WHAT IS BEING ASKED: Locate the word "class" in the data below, then copy every line that holds it.

┌─ INFORMATION GIVEN

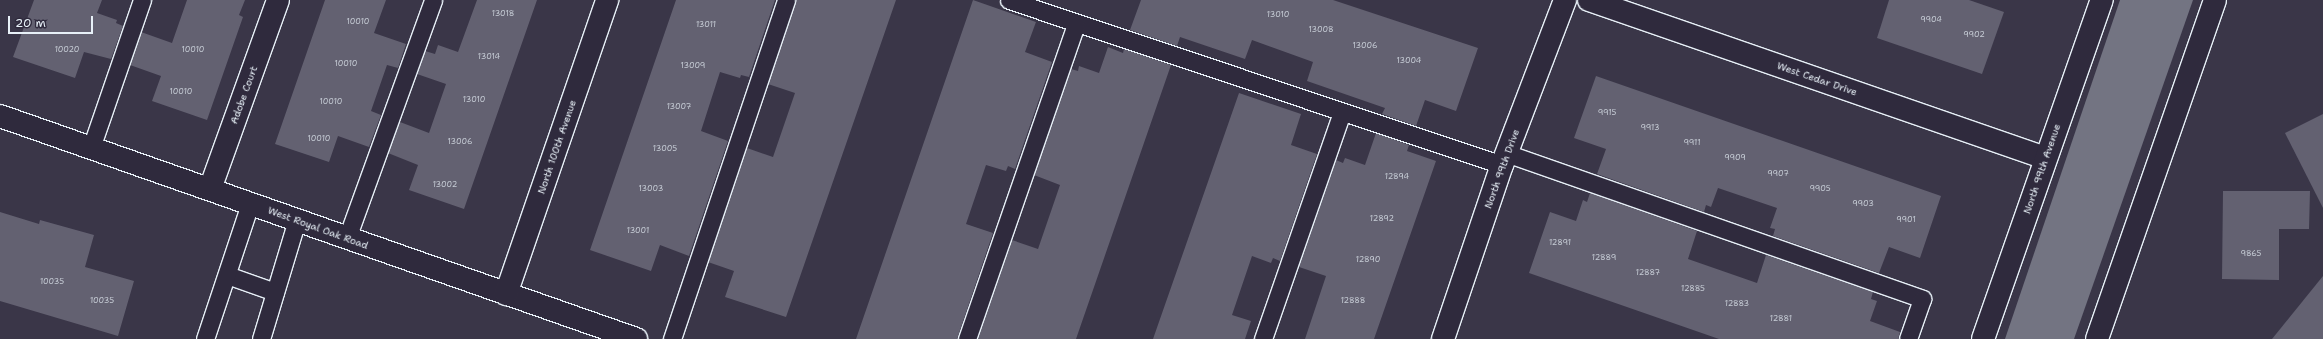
<!DOCTYPE html>
<html>
<head>
<meta charset="utf-8">
<style>
	body { margin:0 }
	#map { position:relative; width:2323px; height:339px; overflow:hidden; background:#3a3648; font-family:"Shantell Sans",sans-serif }
	div>[style] { position:absolute }
	[style*='--x'] { left:calc(var(--x)*1px); top:calc(var(--y)*1px); width:calc(var(--w)*1px); rotate:calc(var(--a)*1deg) }
	.water>* { inset:0; background:#737482 }
	.building>* { inset:0; background:#636171 }
	.roads { filter:drop-shadow(1px 0 #e8f1f8) drop-shadow(-1px 0 #e8f1f8) drop-shadow(0 1px #e8f1f8) drop-shadow(0 -1px #e8f1f8) }
	.service>* { height:17px; margin:-8.5px; padding:0 8.5px; transform-origin:8.5px; border-radius:8.5px; background:#2f2a3d }
	.pedestrian>* { height:22px; margin:-11px; padding:0 11px; transform-origin:11px; border-radius:11px; background:#2f2a3d }
	.minor>* { height:22px; margin:-11px; padding:0 11px; transform-origin:11px; border-radius:11px; background:#2f2a3d }
	.secondary>* { height:22px; margin:-11px; padding:0 11px; transform-origin:11px; border-radius:11px; background:#2f2a3d }
	span { translate:-50% -50%; white-space:nowrap; text-align:center; line-height:1.15; -webkit-text-stroke:4px #2f2a3d; paint-order:stroke }
	.number-label { font-size:8px; color:#c7cdd6 }
	.number-label span { -webkit-text-stroke-width:0 }
	.street-label { font-size:10px; color:#e8f1f8 }
	.scale { position:absolute; left:8px; top:16px; width:85px; height:18px; box-sizing:border-box; border:2px solid #e8f1f8; border-top:0; padding-left:5px; font-size:12px; line-height:14px; white-space:nowrap; color:#e8f1f8; -webkit-text-stroke:3px #2f2a3d; paint-order:stroke }
</style>
</head>
<body>
<div id="map">
	<div class="water">
		<div style="clip-path:polygon(2120px 0,2193px 0,2074px 339px,2005px 339px)"></div>
	</div>
	<div class="building">
		<div style="clip-path:polygon(34px 0,102px 0,97px 13px,117px 20px,116px 23px,123px 26px,111px 59px,84px 52px,75px 78px,13px 57px)"></div>
		<div style="clip-path:polygon(187px 0,245px 0,239px 15px,243px 17px,207px 120px,152px 101px,161px 76px,130px 65px,141px 32px,172px 43px)"></div>
		<div style="clip-path:polygon(325px 0,386px 0,374px 33px,406px 44px,398px 68px,387px 65px,371px 111px,381px 115px,369px 147px,338px 136px,329px 162px,275px 144px)"></div>
		<div style="clip-path:polygon(477px 0,537px 0,464px 209px,409px 190px,418px 165px,388px 153px,400px 122px,429px 133px,446px 84px,417px 74px,425px 51px,435px 54px,438px 45px,458px 52px)"></div>
		<div style="clip-path:polygon(676px 0,775px 0,749px 77px,741px 75px,740px 78px,720px 72px,701px 131px,728px 141px,689px 256px,660px 245px,651px 271px,590px 250px)"></div>
		<div style="clip-path:polygon(796px 0,896px 0,786px 317px,725px 297px,734px 271px,708px 262px,747px 148px,773px 157px,795px 93px,768px 84px)"></div>
		<div style="clip-path:polygon(973px 0,1036px 22px,1025px 52px,1052px 62px,1015px 169px,1008px 166px,1006px 171px,986px 165px,966px 224px,993px 233px,957px 339px,856px 339px)"></div>
		<div style="clip-path:polygon(1141px 0,1333px 0,1478px 48px,1456px 111px,1425px 100px,1416px 126px,1382px 114px,1385px 108px,1307px 81px,1313px 62px,1252px 40px,1245px 59px,1180px 37px,1177px 46px,1130px 30px)"></div>
		<div style="clip-path:polygon(1889px 0,1969px 0,2004px 12px,1982px 74px,1877px 38px)"></div>
		<div style="clip-path:polygon(1108px 47px,1123px 53px,1124px 49px,1171px 65px,1076px 339px,978px 339px,1012px 240px,1038px 249px,1060px 185px,1034px 175px,1071px 69px,1078px 71px,1079px 66px,1099px 73px)"></div>
		<div style="clip-path:polygon(1596px 76px,1941px 196px,1920px 258px,1889px 247px,1879px 273px,1773px 236px,1775px 229px,1770px 228px,1777px 208px,1718px 188px,1711px 207px,1706px 205px,1704px 212px,1597px 174px,1606px 149px,1574px 138px)"></div>
		<div style="clip-path:polygon(1239px 93px,1301px 114px,1291px 145px,1317px 154px,1280px 261px,1273px 258px,1271px 263px,1252px 256px,1232px 315px,1251px 321px,1245px 339px,1153px 339px)"></div>
		<div style="clip-path:polygon(2323px 114px,2323px 208px,2285px 133px)"></div>
		<div style="clip-path:polygon(1376px 133px,1409px 145px,1407px 151px,1436px 161px,1374px 339px,1305px 339px,1326px 276px,1299px 267px,1336px 160px,1343px 163px,1345px 158px,1365px 165px)"></div>
		<div style="clip-path:polygon(2223px 191px,2310px 191px,2309px 229px,2279px 229px,2279px 280px,2222px 279px)"></div>
		<div style="clip-path:polygon(1590px 193px,1697px 231px,1688px 259px,1757px 283px,1766px 255px,1873px 292px,1871px 299px,1877px 301px,1870px 321px,1900px 332px,1898px 339px,1719px 339px,1529px 273px,1550px 212px,1576px 221px,1583px 200px,1587px 202px)"></div>
		<div style="clip-path:polygon(0 212px,39px 224px,40px 220px,94px 235px,85px 267px,134px 281px,118px 336px,0 301px)"></div>
		<div style="clip-path:polygon(2323px 276px,2323px 339px,2272px 339px)"></div>
	</div>
	<div class="roads">
		<div class="service">
			<div style="--x:1009;--y:0;--w:520;--a:18.5"></div>
			<div style="--x:91;--y:148;--w:157;--a:-71"></div>
			<div style="--x:1506;--y:153;--w:441;--a:19.3"></div>
			<div style="--x:1922;--y:299;--w:42;--a:109.3"></div>
			<div style="--x:347;--y:238;--w:253;--a:-70.1"></div>
			<div style="--x:227;--y:275;--w:51;--a:19.5"></div>
			<div style="--x:205;--y:339;--w:142;--a:-71.6"></div>
			<div style="--x:261;--y:339;--w:124;--a:-73.2"></div>
			<div style="--x:672;--y:339;--w:358;--a:-71.4"></div>
			<div style="--x:967;--y:339;--w:333;--a:-70.9"></div>
			<div style="--x:1263;--y:339;--w:240;--a:-70.8"></div>
		</div>
		<div class="pedestrian">
			<div style="--x:210;--y:189;--w:201;--a:-70.2"></div>
		</div>
		<div class="minor">
			<div style="--x:1589;--y:0;--w:483;--a:19.1"></div>
			<div style="--x:0;--y:116;--w:674;--a:19.32"></div>
			<div style="--x:506;--y:294;--w:311;--a:-71"></div>
			<div style="--x:1443;--y:339;--w:184;--a:-71.3"></div>
			<div style="--x:1502;--y:165;--w:177;--a:-69.1"></div>
		</div>
		<div class="secondary">
			<div style="--x:1983;--y:339;--w:359;--a:-70.7"></div>
			<div style="--x:2097;--y:339;--w:359;--a:-70.8"></div>
		</div>
	</div>
	<div class="number-label">
		<span style="left:503px;top:14px">13018</span>
		<span style="left:1278px;top:15px">13010</span>
		<span style="left:1931px;top:20px">9904</span>
		<span style="left:358px;top:22px">10010</span>
		<span style="left:706px;top:25px">13011</span>
		<span style="left:1321px;top:30px">13008</span>
		<span style="left:1974px;top:35px">9902</span>
		<span style="left:1365px;top:46px">13006</span>
		<span style="left:67px;top:50px">10020</span>
		<span style="left:193px;top:50px">10010</span>
		<span style="left:489px;top:57px">13014</span>
		<span style="left:1409px;top:61px">13004</span>
		<span style="left:346px;top:64px">10010</span>
		<span style="left:693px;top:66px">13009</span>
		<span style="left:181px;top:92px">10010</span>
		<span style="left:474px;top:100px">13010</span>
		<span style="left:331px;top:102px">10010</span>
		<span style="left:679px;top:107px">13007</span>
		<span style="left:1607px;top:113px">9915</span>
		<span style="left:1650px;top:128px">9913</span>
		<span style="left:319px;top:139px">10010</span>
		<span style="left:460px;top:142px">13006</span>
		<span style="left:1692px;top:143px">9911</span>
		<span style="left:665px;top:149px">13005</span>
		<span style="left:1735px;top:158px">9909</span>
		<span style="left:1778px;top:174px">9907</span>
		<span style="left:1397px;top:177px">12894</span>
		<span style="left:445px;top:185px">13002</span>
		<span style="left:651px;top:189px">13003</span>
		<span style="left:1820px;top:189px">9905</span>
		<span style="left:1863px;top:204px">9903</span>
		<span style="left:1382px;top:219px">12892</span>
		<span style="left:1906px;top:220px">9901</span>
		<span style="left:638px;top:231px">13001</span>
		<span style="left:1560px;top:243px">12891</span>
		<span style="left:2251px;top:254px">9865</span>
		<span style="left:1604px;top:258px">12889</span>
		<span style="left:1368px;top:260px">12890</span>
		<span style="left:1648px;top:273px">12887</span>
		<span style="left:52px;top:282px">10035</span>
		<span style="left:1693px;top:289px">12885</span>
		<span style="left:102px;top:301px">10035</span>
		<span style="left:1353px;top:301px">12888</span>
		<span style="left:1737px;top:304px">12883</span>
		<span style="left:1781px;top:319px">12881</span>
	</div>
	<div class="street-label">
		<span style="left:1817px;top:79px;rotate:19deg">West Cedar Drive</span>
		<span style="left:244px;top:95px;rotate:-70deg">Adobe Court</span>
		<span style="left:557px;top:147px;rotate:-71deg">North 100th Avenue</span>
		<span style="left:1502px;top:169px;rotate:-70deg">North 99th Drive</span>
		<span style="left:2042px;top:169px;rotate:-71deg">North 99th Avenue</span>
		<span style="left:318px;top:228px;rotate:20deg">West Royal Oak Road</span>
	</div>
	<div class="scale">20 m</div>
</div>
</body>
</html>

└─

ANSWER TO THIS PROBLEM:
	<div class="water">
	<div class="building">
	<div class="roads">
		<div class="service">
		<div class="pedestrian">
		<div class="minor">
		<div class="secondary">
	<div class="number-label">
	<div class="street-label">
	<div class="scale">20 m</div>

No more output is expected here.